How to complete this task. Locate each line in the records containing "block". Copy it.

Given records.
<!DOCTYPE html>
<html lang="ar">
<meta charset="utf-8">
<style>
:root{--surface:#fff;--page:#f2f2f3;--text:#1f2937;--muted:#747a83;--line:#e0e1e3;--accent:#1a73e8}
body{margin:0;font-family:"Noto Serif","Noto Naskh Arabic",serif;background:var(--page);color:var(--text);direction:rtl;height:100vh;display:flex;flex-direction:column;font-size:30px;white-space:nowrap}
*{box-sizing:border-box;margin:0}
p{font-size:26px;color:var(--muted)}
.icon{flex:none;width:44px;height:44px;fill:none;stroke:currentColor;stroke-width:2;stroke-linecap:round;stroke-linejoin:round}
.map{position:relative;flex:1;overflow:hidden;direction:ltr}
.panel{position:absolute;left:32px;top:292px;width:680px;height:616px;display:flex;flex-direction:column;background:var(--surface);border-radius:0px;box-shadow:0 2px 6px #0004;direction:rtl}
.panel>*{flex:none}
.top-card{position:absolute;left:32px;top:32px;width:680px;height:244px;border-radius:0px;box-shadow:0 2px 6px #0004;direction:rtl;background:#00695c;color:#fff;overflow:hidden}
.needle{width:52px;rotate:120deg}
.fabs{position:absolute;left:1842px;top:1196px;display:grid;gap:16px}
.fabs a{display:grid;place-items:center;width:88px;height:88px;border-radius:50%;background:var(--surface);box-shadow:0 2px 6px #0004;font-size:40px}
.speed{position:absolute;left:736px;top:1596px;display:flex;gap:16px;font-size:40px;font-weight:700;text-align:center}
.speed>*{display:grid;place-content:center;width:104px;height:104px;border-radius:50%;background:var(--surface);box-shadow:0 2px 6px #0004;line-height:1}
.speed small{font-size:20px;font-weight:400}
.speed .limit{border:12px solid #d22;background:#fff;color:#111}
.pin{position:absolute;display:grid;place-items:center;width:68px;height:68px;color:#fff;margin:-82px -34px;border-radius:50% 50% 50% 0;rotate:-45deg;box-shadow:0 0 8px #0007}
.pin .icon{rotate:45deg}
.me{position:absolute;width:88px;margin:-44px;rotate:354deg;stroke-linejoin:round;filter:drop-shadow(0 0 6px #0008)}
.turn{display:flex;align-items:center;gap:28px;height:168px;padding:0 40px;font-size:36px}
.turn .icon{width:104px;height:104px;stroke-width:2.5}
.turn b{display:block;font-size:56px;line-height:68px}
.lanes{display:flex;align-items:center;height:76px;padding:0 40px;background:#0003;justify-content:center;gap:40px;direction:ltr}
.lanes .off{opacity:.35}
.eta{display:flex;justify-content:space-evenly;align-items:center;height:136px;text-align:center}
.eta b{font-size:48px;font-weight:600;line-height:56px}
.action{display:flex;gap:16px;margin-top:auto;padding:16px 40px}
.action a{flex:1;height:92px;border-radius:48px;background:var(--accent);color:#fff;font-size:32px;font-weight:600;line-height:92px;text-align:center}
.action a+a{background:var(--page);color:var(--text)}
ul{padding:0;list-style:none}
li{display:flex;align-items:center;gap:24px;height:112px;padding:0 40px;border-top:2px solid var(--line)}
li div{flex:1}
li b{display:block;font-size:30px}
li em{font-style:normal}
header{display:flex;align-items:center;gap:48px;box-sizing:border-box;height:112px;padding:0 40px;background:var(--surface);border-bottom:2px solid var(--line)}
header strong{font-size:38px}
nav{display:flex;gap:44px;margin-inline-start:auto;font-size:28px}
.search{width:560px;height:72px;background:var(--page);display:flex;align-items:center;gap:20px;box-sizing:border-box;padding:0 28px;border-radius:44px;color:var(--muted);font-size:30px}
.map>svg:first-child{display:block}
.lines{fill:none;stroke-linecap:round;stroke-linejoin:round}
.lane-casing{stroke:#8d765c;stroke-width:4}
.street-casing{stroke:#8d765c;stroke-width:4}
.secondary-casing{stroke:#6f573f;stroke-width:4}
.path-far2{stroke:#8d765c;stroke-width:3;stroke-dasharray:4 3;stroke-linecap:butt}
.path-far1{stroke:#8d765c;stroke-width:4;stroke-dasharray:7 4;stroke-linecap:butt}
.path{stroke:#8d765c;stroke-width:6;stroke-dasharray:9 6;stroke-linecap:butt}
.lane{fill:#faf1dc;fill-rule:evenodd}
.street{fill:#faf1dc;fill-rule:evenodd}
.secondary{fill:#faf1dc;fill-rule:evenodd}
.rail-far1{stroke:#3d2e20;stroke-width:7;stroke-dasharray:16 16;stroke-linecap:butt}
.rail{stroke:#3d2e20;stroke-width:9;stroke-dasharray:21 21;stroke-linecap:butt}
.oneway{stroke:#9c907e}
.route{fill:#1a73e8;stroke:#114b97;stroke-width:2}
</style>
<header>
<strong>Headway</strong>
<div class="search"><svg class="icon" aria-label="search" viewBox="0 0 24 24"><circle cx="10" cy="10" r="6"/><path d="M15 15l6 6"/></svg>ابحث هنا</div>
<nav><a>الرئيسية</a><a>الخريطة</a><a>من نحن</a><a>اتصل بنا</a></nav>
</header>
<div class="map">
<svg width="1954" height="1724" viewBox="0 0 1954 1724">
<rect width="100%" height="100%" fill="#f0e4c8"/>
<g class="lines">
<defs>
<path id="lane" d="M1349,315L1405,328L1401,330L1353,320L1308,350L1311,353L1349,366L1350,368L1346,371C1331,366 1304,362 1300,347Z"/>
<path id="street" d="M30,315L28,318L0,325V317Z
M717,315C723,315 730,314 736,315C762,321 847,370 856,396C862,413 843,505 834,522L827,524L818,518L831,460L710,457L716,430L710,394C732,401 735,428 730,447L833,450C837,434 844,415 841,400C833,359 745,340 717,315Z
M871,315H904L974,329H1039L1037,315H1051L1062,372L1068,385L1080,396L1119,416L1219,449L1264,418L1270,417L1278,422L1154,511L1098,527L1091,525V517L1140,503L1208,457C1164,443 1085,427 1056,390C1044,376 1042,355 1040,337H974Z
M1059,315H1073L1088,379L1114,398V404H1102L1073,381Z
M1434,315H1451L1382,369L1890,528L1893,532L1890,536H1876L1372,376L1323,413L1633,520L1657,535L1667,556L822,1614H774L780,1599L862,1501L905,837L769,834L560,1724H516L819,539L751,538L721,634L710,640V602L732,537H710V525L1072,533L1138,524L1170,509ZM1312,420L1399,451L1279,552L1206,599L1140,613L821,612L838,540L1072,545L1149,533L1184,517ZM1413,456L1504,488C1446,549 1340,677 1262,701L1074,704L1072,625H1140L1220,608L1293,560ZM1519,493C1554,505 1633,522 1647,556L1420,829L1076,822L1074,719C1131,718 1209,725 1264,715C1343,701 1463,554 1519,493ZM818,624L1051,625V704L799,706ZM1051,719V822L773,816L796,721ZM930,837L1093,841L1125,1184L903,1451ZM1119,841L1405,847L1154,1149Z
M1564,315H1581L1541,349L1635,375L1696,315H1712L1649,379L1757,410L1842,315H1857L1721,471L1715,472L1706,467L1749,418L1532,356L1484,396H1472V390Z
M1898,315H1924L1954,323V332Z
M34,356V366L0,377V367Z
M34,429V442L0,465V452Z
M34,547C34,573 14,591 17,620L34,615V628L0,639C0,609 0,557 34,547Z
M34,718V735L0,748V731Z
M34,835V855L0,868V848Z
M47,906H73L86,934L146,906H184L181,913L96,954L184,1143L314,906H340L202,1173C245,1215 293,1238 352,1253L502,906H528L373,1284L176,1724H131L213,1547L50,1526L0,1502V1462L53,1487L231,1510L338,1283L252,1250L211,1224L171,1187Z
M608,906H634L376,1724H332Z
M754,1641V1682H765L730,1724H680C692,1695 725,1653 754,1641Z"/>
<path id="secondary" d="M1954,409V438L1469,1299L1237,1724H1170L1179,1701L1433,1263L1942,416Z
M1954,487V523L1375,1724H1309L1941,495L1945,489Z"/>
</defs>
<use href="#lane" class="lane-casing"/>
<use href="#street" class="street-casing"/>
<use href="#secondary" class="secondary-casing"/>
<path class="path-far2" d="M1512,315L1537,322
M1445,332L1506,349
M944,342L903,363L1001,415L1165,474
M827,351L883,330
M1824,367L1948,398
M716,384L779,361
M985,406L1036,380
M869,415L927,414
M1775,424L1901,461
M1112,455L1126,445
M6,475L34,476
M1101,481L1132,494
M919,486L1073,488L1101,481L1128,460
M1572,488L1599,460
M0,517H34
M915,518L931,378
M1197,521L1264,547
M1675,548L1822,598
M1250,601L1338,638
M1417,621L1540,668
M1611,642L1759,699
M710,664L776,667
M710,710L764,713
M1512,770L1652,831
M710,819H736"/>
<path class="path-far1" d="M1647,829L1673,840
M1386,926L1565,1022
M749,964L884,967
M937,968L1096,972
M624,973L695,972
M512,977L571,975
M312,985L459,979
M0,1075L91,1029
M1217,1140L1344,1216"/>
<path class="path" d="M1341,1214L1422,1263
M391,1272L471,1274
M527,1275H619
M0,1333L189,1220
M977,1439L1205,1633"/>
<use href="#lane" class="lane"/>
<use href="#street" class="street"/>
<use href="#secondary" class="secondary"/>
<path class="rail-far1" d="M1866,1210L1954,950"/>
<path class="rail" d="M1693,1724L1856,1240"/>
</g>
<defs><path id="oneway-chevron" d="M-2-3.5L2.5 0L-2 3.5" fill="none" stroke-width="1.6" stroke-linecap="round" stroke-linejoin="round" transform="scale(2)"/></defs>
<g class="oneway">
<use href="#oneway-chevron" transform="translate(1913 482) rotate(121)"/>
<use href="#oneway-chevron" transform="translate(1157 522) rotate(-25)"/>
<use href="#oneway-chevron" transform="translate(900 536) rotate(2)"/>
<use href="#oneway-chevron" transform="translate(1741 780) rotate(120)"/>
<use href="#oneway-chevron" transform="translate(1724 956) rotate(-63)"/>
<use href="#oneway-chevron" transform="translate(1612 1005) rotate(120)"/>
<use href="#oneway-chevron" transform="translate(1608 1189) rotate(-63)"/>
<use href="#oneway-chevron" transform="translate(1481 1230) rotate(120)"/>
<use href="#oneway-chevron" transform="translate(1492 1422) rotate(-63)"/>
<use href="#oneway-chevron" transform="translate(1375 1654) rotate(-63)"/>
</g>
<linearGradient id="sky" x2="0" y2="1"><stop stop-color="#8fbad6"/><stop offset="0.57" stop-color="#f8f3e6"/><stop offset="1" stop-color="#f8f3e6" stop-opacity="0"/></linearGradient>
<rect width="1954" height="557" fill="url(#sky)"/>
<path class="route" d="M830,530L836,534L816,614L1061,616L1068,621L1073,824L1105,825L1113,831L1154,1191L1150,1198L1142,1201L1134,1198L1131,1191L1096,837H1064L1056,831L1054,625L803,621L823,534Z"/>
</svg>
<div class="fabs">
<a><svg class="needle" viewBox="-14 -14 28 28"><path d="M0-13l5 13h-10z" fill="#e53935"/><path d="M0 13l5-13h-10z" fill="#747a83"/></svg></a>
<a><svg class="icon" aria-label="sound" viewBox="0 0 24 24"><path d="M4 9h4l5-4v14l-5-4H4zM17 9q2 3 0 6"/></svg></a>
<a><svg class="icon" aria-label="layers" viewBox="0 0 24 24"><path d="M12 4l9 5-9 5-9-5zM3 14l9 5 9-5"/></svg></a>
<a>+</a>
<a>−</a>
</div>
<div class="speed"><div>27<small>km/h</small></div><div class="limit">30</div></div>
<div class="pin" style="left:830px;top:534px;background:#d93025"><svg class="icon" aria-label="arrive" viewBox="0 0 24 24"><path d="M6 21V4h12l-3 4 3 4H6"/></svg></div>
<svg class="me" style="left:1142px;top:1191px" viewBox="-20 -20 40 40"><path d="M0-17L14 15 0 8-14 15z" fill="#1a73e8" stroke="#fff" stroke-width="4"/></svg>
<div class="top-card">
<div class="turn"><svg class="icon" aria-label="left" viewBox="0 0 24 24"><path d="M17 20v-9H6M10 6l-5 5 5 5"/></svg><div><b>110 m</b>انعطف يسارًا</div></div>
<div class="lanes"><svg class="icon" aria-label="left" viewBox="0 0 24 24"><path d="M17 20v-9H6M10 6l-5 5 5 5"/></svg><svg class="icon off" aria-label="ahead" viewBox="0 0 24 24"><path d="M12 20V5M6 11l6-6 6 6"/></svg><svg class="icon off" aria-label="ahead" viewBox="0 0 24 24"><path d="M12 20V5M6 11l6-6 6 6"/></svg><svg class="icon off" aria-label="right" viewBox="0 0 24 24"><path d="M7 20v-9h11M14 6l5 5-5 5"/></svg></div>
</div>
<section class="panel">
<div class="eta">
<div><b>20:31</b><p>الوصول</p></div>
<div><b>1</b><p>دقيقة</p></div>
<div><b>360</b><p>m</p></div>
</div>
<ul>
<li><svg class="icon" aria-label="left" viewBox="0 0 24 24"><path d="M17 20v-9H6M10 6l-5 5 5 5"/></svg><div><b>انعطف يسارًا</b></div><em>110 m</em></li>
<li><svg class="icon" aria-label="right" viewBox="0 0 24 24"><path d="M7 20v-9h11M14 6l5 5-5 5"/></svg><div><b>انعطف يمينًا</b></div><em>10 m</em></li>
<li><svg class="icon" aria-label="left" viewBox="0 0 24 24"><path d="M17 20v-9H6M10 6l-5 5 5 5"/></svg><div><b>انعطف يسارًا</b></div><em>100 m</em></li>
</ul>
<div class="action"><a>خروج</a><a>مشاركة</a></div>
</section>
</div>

Finished task.
.turn b{display:block;font-size:56px;line-height:68px}
li b{display:block;font-size:30px}
.map>svg:first-child{display:block}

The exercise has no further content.